Emotion Focused Therapy
Emotion-focused Therapy (EFT) is a unique empirically-based approach, based on methods designed to help people accept, express, regulate, make sense of and transform emotion. Recent years have seen a growth of EFT in individual and couples therapy, both because of its status as an evidence-based treatment, and also because the EFT approach focuses on the development of emotional intelligence and on the importance of secure relationships. Because of these emphases, EFT offers an alternative to more technically-oriented evidence-based treatments.

Most fundamentally, emotions tell us what is important to us in a situation and thus act as a guide to what we need or want. This, in turn, helps us to figure out what actions are appropriate.

Emotions are basically adaptive and guide attachment as well as the tendency toward growth. EFT focuses on helping people become aware of and express their emotions, learn to tolerate and regulate them, reflect on them to make sense of them and transform them.

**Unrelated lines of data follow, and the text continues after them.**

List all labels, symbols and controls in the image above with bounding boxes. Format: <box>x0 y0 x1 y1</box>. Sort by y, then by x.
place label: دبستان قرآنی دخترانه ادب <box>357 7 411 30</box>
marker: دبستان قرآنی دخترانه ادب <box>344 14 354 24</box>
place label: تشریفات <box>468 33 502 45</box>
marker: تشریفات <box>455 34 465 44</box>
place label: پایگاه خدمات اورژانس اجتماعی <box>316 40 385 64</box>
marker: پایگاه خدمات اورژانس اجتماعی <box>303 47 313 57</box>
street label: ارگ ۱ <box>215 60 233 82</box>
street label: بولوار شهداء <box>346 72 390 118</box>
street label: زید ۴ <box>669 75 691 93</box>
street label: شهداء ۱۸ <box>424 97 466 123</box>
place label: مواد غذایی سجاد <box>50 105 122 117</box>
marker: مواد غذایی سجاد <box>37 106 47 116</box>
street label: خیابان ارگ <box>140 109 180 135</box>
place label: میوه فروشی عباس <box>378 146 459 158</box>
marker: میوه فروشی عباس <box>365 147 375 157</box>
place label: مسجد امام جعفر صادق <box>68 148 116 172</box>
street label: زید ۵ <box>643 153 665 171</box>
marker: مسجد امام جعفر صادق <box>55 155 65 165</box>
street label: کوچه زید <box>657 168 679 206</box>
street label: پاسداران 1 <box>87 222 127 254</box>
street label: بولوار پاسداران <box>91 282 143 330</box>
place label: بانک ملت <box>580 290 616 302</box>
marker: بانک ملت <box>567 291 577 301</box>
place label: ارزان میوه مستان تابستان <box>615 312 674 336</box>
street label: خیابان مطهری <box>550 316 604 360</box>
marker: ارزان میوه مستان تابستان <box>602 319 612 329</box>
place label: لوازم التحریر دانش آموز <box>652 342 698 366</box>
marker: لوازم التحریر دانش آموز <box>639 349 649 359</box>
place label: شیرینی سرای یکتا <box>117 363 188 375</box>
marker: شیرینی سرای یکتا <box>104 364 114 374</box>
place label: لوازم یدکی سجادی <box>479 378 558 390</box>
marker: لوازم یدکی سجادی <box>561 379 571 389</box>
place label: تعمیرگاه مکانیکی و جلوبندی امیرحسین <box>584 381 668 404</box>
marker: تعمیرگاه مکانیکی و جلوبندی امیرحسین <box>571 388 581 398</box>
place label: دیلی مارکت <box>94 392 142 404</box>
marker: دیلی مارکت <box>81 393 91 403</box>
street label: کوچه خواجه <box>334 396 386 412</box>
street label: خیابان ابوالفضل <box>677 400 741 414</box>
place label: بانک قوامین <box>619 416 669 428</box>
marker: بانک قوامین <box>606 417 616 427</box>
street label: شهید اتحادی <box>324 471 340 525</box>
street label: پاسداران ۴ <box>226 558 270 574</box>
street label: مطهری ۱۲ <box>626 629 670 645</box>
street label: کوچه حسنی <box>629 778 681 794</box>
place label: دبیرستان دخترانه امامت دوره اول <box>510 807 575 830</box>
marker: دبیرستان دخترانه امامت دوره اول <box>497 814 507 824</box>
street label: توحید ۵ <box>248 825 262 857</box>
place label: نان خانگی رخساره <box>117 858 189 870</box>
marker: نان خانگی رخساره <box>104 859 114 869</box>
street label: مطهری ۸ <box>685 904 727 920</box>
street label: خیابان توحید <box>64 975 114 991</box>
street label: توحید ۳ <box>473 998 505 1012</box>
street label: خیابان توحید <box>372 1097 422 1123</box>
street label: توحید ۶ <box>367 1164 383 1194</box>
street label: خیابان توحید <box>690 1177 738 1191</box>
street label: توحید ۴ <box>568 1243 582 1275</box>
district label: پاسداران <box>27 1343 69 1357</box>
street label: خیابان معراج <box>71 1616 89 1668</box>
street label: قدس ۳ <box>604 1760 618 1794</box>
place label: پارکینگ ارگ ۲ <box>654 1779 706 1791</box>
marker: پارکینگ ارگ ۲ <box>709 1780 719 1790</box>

Learning about emotions is not enough; instead, what is needed is for clients to experience those emotions as they arise in the safety of the therapy session, where they can discover for themselves the value of greater awareness and more flexible management of emotions. Emotion-focused therapy systematically but flexibly helps clients become aware of and make productive use of their emotions.

EFT works on the basic principle that to change, people cannot leave a place until they have arrived.

Clients therefore need to reclaim disowned experience before they can be changed by or change that experience. In this process, it is not that people simply discover things they did not know but rather that they become aware of and experience aspects of themselves they have not consciously felt or may have previously disclaimed, dismissed, or pushed away.

Based on emotion, attachment, and growth theory, EFT helps people identify which of their emotions they can trust and rely on as adaptive guides and which of their emotions are residues of painful memories that have become maladaptive to the person's current context and need to be changed. With the help of the therapist's empathic understanding and the use of experiential methods, clients learn how to make healthy contact with feelings, memories, thoughts, and physical sensations that have been ignored or feared and avoided.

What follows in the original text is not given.